L’homme, que l’on ne peut identifier, témoigne depuis une dizaine de jours au procès du couple accusé de l’avoir aidé à assassiner les frères Vincenzo et Giuseppe Falduto, à Saint-Jude.

Les meurtres seraient survenus en juin 2016, puis Viau et Dion auraient incinéré les cadavres et fait disparaître toute trace du crime.

L’assassin s’est rendu aux policiers trois ans plus tard. Devenu agent civil d’infiltration, il a participé à une opération dans le but de piéger le couple afin d’obtenir des déclarations incriminantes.

Cela a permis d’arrêter les accusés de 46 et 49 ans, qui subissent présentement leur procès pour meurtre au Centre judiciaire Gouin, à Montréal.

Marie-Josée Viau et Guy Dion

Photo courtoisie

Marie-Josée Viau et Guy Dion

Pot payé par la SQ

Lors de son témoignage, le délateur n’a pas caché qu’il consommait des quantités exorbitantes de cannabis pendant qu’il était à l’emploi de la Sûreté du Québec (SQ), en 2019.

Il pouvait ainsi en acheter jusqu’à une livre par semaine, qu’il transformait en résine avant de la fumer. « Ce n’est pas très compliqué », avait-il déjà confié aux jurés.

En fait, sa consommation, qu’il justifie par ses problèmes de santé mentale, était telle que la SQ a augmenté son allocation hebdomadaire pour la durée de l’opération policière.

« Habituellement, c’est 500 $ par semaine, mais à cause de ma consommation, c’était 780 $ », a assuré le témoin.

Ne se cachant pas d’avoir des troubles de santé mentale et du fait qu’il était en période de crise à l’époque des meurtres des frères Falduto, il a également raconté prendre des « microdoses » de champignons magiques à l’occasion.
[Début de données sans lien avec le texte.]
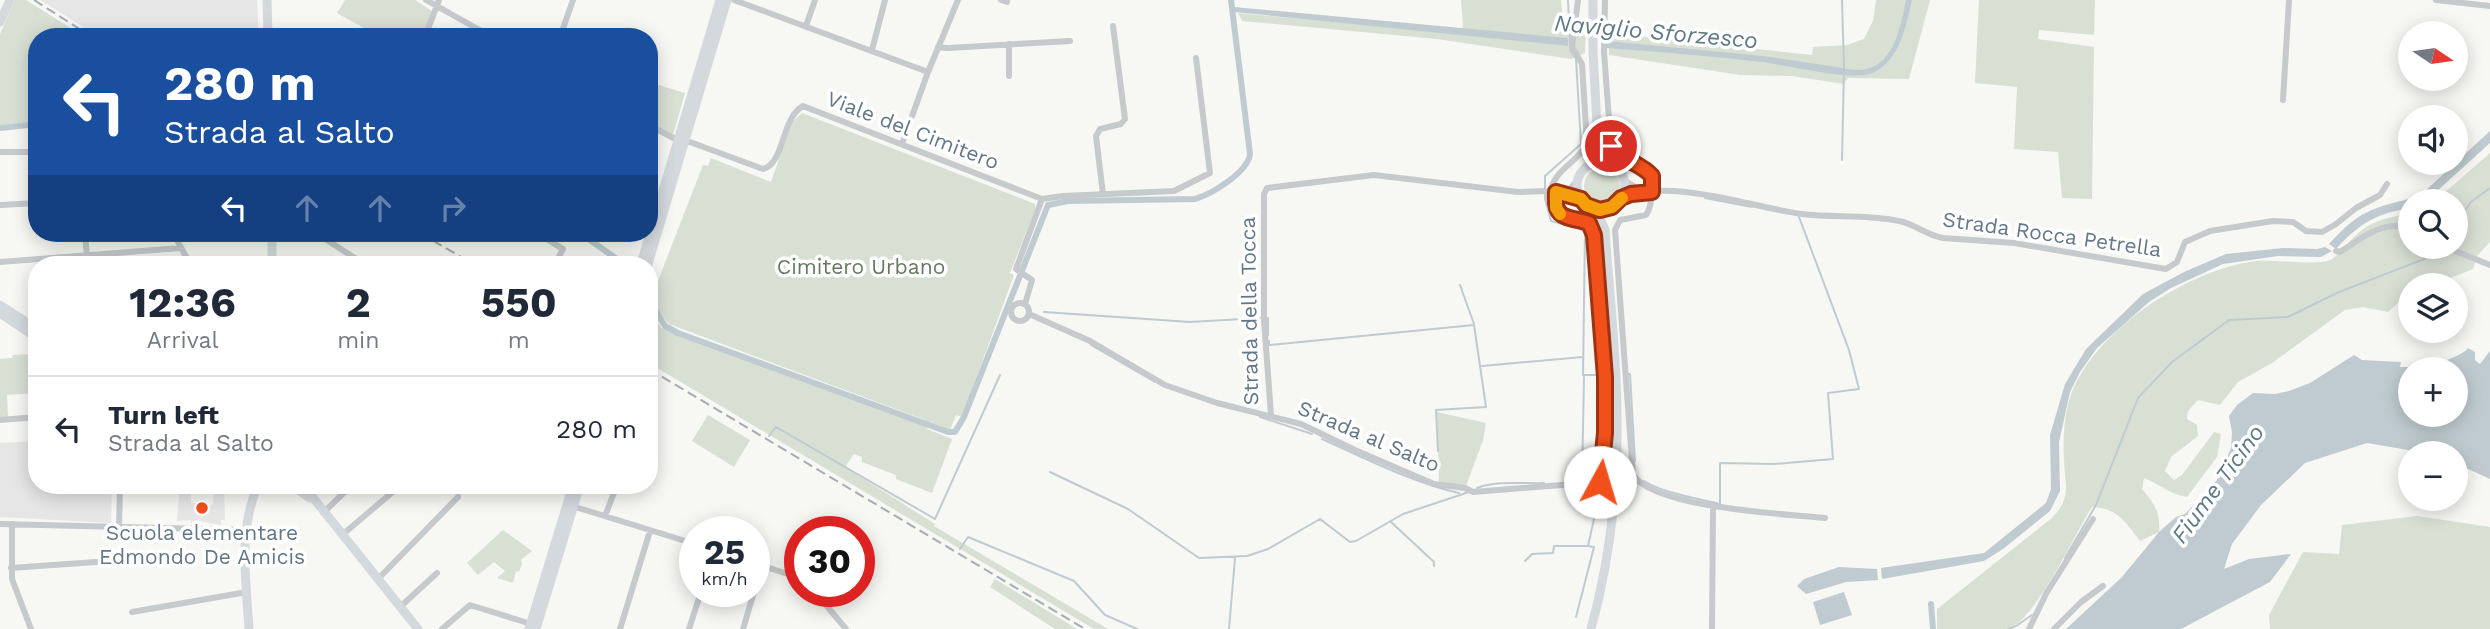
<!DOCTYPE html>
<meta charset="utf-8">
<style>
:root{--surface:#fff;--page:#f2f2f3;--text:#1f2937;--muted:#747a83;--line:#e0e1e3}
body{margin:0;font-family:"Work Sans",sans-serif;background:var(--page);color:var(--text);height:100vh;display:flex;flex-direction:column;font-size:26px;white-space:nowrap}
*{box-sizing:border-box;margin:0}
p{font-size:23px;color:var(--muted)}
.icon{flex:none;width:38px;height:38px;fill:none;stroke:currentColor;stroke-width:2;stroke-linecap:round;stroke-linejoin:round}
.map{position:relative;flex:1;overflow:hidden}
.side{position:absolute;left:28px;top:256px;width:630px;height:238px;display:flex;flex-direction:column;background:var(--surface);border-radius:28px;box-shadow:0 4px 18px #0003}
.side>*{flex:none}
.top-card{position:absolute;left:28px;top:28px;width:630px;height:214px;border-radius:28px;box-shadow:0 4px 18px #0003;background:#1a4fa0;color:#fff;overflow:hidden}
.needle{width:46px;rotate:103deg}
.buttons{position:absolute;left:2398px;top:21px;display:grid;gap:14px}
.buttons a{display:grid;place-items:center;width:70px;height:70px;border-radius:50%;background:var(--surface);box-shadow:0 4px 18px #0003;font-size:35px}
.speed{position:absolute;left:679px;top:516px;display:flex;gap:14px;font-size:35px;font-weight:700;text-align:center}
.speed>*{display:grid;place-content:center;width:91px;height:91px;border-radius:50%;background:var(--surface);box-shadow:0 4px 18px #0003;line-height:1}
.speed small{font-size:18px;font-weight:400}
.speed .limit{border:10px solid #d22;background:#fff;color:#111}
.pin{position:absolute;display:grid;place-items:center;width:60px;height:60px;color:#fff;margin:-30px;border:4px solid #fff;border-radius:50%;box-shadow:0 2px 7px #0007}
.me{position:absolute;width:77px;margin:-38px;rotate:6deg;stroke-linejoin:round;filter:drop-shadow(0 0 5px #0008)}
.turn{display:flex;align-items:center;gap:24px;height:147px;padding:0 21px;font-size:32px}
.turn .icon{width:91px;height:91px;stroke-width:2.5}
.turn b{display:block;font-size:49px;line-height:60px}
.lanes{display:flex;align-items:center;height:66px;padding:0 21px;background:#0003;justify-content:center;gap:35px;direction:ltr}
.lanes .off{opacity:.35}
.eta{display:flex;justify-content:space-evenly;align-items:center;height:119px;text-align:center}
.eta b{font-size:42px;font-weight:700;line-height:49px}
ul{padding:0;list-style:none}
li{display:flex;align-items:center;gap:21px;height:105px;padding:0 21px;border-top:2px solid var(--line)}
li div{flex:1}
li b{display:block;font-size:26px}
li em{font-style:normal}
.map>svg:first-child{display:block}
.built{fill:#e5e6e5}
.green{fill:#d8e0d4}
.water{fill:#bfcbd0;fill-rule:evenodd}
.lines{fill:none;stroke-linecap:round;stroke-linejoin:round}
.stream{stroke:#bfcbd0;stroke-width:2}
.canal{stroke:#bfcbd0;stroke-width:6}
.street{stroke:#c6cacd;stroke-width:6}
.secondary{stroke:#d4d9dd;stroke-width:9}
.rail{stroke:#a6acb2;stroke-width:2;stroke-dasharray:10 5;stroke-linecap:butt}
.route-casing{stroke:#9d3411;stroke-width:18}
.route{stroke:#f1501a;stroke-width:12}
.slow{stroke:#f59e0b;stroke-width:12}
.poi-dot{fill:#f1501a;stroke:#fff;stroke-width:2.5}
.labels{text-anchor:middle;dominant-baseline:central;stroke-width:7;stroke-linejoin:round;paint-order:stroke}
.street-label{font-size:21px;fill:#647787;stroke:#fff}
.park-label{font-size:21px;fill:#64795f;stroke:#fff}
.poi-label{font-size:21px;fill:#647787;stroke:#fff}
.water-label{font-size:23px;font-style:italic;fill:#5f7983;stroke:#fff}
</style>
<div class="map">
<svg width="2490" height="629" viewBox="0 0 2490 629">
<rect width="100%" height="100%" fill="#f7f7f4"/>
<path class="built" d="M40,0H257L259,37H100Z
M37,441V485H112L111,523L0,517V443Z
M180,485H191V503L211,505L213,504L214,485H224L225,520H221V525L199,521L198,524H191V520L177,521Z"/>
<path class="green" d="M15,0H26L85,37H37V121L0,125V34Z
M345,0H415L432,11L423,37H403L392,30L388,37H380L337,13Z
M1461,0H1561L1564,28L1586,31L1585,53L1571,59L1437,39L1242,21L1238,13L1461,34L1463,25Z
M1876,0H1930L1909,79L1848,78L1844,84L1791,76L1740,75L1609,55V33L1812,55L1813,47L1847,45L1864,39L1873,21Z
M1979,0H2095L2094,35L2039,30L2038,39L2094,47L2092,199L2062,198L2058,152L2014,149L2017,87L1975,83Z
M649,82L685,93L673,135L649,121Z
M802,113L1035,204V210L1010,273L1014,275L962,417L956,415L950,430L930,422L927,429L952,439L932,493L896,479V475L862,462V457L854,454L845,467L935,524L934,526L1108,629H1094L649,363V305L661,328L923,425L925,420L669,324C660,312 648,301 653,286H656L703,165L708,166L711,158L771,182L792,122Z
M2490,153V242L2477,256L2473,269C2452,278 2433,285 2410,285V292L2388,312L2363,307L2345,310L2272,363L2238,382L2220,405L2198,400L2188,411L2187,419L2197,425L2198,436L2171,457L2165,471L2174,480L2182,475L2214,432L2221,434L2217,457L2187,497C2170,495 2160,484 2144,478L2142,489C2154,503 2161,513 2159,532L2140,541C2125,522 2118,508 2092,507C2075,533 2035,622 2007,629C1994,629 1953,629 1937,629V609L2052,518C2072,497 2065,486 2064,459C2063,441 2064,419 2069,401C2089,333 2188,269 2256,261C2274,259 2317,266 2330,260C2339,255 2346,245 2353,238C2370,221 2387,217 2410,214V247H2455V201H2435Z
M1584 186a18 18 0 1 1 36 0a18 18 0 1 1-36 0Z
M36,354L37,393L7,395L8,417H0V359L12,358L13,355Z
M1437,412L1486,423L1483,440L1466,486L1439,482Z
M708,415L750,440L734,467L692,441Z
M2417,516L2490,527V629H2270L2269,615L2303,552L2339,554L2342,525Z
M503,530L532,551L521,560L522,564L519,572L516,571L513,583L497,578L505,571L494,562L478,575L467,563Z
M995,579L1077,629H1055L990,587Z"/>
<path class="water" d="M1906,0H1912C1906,26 1900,60 1873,73C1853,82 1787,65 1762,62C1710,56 1659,52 1607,48V41L1763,56L1843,68L1844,72V69C1851,69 1860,71 1867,69C1895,62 1901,24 1906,0Z
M1234,7L1568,38V46L1234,12Z
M2490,131V143L2426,201H2410V208C2375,214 2360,223 2336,249L2329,244C2360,210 2372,208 2417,197L2423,193Z
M2325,247L2332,251L2321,257L2278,256L2223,264L2171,288L2149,302L2097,348L2080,372L2070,392L2059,442L2060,491L2050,511L2003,549L1984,561L1882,579L1881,568L1984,553L2046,503L2051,489L2050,435L2065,384L2086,349L2143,294L2184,272L2226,254L2283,248L2317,249Z
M2468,348L2475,352V360L2480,364L2490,351V479L2455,463V453H2426L2367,443L2305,463L2261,505L2232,544L2224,569L2249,559L2291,554L2270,582L2181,629H2066L2122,577L2159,532L2176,517L2185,514L2217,480L2231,448L2232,432L2229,416L2237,405L2253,393L2275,394L2289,391L2310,383L2354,355L2362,360L2401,362L2400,367C2417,368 2458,361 2468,348ZM2455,369V415H2410V369Z
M1839,567L1877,569L1878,580L1846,582L1806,594L1797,586L1804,579Z
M1844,592L1852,615L1820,625L1813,602Z"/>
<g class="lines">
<path class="stream" d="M1568,0L1570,44
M1842,0L1844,68L1842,160
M1570,50L1576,59L1581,144L1545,176V199L1551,221L1585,230L1583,375H1602
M1705,198L1752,207
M2455,224L2471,202L2490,188
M1460,285L1474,324
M1044,312L1190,322L1260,318
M1266,318H1268V335
M1269,341V345L1474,325L1486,407L1436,410L1438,451
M1091,345L1155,382
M1482,366L1583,357
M1628,374H1630L1635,461
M1260,417L1312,434
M769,436L776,427L935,519L1000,375
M1322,439C1367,459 1411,482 1459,493
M1050,472L1128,509L1199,558L1247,556L1268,549L1320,519L1350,542L1356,541L1403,514L1469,492
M1582,480L1584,377
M1644,481C1666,494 1695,498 1720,504V463L1774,464L1833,459L1828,393L1859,389L1849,350L1799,217
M1477,488C1497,480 1523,484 1544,483
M1391,522L1434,562V566
M960,549L968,537L1074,581L1105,615L1137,629
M2065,558L2096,505L2138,398L2172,362L2229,320L2288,317L2339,292L2432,256L2439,247
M1525,561L1532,554L1553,553L1554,546H1587
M1576,617L1594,547L1588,546L1594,519V485
M1229,629L1235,558
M2008,629L2016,626L2032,615"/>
<path class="canal" d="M0,128L37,124
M580,233L624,264
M649,299L665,326L678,333L948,432H955L964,417L1048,205L1068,201L1195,199C1212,194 1248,172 1250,154L1231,0
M1931,604L1933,629"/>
<path class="street" d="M426,0L492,37
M734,0L928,72
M1001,0L1007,2
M1605,0L1604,52L1611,146C1625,167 1657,159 1652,193C1651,201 1651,208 1646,215L1620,220L1615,230L1633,475C1655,508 1785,514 1825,518
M2436,0L2490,6
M806,26L815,0
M425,37L439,0
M560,37L573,0
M938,47L948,48L1070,41
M872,50L885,0
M1009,76V44
M2283,100L2289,0
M649,125L679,141L690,142L763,169C785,163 781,118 803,106L1042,199
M902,144L928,72L958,0
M0,152H37
M1624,180L1643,192
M1550,191C1557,167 1576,164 1587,144L1582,64L1572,47L1578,0
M1561,193L1570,189L1578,180
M1103,194L1096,136L1100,129L1121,124L1125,119L1113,26
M1621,198C1670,177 1750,207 1802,214C1834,218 1867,214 1899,221C1915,224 1926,235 1943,238L2014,243L2166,269L2177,262L2185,242L2210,231L2273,221L2293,222L2306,231L2322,232L2336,224L2356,208L2380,195L2387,184
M1042,199L1063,196L1174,191L1210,173L1196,58
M0,205L37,203
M85,233L87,257
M173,233L190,264
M316,233L364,264
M537,233L563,249L555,264
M2445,247L2490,265
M2336,251L2340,252C2362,238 2382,220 2410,228
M0,262L181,248
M1011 312a9 9 0 1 1 18 0a9 9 0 1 1-18 0Z
M1025,304L1032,280L1016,269L1042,199
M1029,314L1090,341L1165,385L1217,403L1301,424L1355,450L1434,484L1465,488L1473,492L1600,482L1605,433V377L1594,235L1589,223L1560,214L1555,203L1556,192
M1271,415L1264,320V194L1267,188L1374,175L1518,192L1550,191L1581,199
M0,420L37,417
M495,486V485
M512,487V485
M572,506L695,544
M323,513L352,485
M605,516L617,485
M0,524L246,530
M12,524V579L31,629
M119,527L120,485
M342,535L401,485
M754,563L800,578
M11,568L110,561
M378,579L458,497
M754,591L762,565
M815,592L846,629
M400,607L437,573
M132,612L247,592
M442,629L470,605L531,624
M620,629L650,531
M689,629L701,592
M743,629L754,592
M1712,629L1713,507
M2029,629L2047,592L2093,519
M2054,629L2081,602L2103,586"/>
<path class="secondary" d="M267,0L268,37
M0,22L10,0
M1577 186a24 24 0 1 1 48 0a24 24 0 1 1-48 0Z
M1591,165L1598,143L1593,52V0
M272,233V264
M641,264L720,0
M648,264L727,0
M0,305L37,329
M0,313L37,338
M291,485L310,498
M303,485L418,629
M249,629C246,581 238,530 258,485
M529,629L573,485
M536,629L580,485
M1591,629C1610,560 1618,489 1617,417C1617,355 1609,292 1605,230L1599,216L1593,209"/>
<path class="rail" d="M34,0L92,37
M420,233L473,264
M649,369L1085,629"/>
</g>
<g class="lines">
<g class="route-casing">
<path id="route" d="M1600,482L1605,433V377L1594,235L1589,223C1568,216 1553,221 1556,192L1581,199L1586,205L1600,210L1612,207L1621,198L1631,194L1652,192V176C1641,163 1620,160 1611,146"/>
</g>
<use href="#route" class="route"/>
<path class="slow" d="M1560,214L1556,208V192L1581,199L1586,205L1600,210L1612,207L1622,198"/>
</g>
<circle class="poi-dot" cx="202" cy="508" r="7"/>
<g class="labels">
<g class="street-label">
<text transform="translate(913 130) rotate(21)">Viale del Cimitero</text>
<text transform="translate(2052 234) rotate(8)">Strada Rocca Petrella</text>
<text transform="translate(1249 311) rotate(-91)">Strada della Tocca</text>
<text transform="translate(1369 436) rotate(23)">Strada al Salto</text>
</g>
<g class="park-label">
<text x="861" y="266">Cimitero Urbano</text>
</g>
<g class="poi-label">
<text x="202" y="532">Scuola elementare<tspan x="202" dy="24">Edmondo De Amicis</tspan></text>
</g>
<g class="water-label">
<text transform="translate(1656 32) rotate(5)">Naviglio Sforzesco</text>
<text transform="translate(2218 484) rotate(-54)">Fiume Ticino</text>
</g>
</g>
</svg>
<div class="buttons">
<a><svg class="needle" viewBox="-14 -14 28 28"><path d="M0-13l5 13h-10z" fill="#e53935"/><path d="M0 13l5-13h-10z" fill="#747a83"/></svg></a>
<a><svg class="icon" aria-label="sound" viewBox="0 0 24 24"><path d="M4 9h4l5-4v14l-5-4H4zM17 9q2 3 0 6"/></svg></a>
<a><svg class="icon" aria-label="search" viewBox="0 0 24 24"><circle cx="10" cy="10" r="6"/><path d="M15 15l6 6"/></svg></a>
<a><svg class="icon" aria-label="layers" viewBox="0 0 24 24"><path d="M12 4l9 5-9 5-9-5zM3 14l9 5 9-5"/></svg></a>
<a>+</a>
<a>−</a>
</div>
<div class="speed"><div>25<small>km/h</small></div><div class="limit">30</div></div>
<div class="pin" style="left:1611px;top:146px;background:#d93025"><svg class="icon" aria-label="arrive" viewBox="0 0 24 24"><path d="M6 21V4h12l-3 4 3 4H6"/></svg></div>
<svg class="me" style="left:1600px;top:482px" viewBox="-20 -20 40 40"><circle r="19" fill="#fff"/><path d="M0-13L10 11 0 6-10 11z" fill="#f1501a"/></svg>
<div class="top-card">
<div class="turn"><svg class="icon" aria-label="left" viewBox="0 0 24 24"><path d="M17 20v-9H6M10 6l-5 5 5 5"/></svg><div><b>280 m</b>Strada al Salto</div></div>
<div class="lanes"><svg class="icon" aria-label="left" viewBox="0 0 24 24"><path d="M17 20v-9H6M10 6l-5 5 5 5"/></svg><svg class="icon off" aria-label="ahead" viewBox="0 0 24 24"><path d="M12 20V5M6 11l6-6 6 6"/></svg><svg class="icon off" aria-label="ahead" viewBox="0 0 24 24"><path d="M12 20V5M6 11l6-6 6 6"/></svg><svg class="icon off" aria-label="right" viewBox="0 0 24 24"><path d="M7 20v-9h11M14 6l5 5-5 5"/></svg></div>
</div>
<section class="side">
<div class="eta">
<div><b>12:36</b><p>Arrival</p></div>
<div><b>2</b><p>min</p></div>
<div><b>550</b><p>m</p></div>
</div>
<ul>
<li><svg class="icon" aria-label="left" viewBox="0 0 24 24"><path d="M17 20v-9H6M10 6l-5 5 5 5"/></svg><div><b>Turn left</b><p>Strada al Salto</p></div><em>280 m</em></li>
</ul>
</section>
</div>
Lors du contre-interrogatoire par Me Mylène Lareau de la défense, il s’en est à nouveau pris à une ex-conjointe qui aurait tenté de lui transmettre une maladie vénérienne.

C’est d’ailleurs pour que la police enquête sur elle, ainsi que sur des personnes qui l’auraient agressée sexuellement, que le tueur s’était rendu aux policiers afin de devenir délateur.

Humeur changeante

Au cours de son témoignage, il s’est d’ailleurs emporté à plusieurs reprises, devant le jury, quand il était question de son ex ou encore de ses contrôleurs.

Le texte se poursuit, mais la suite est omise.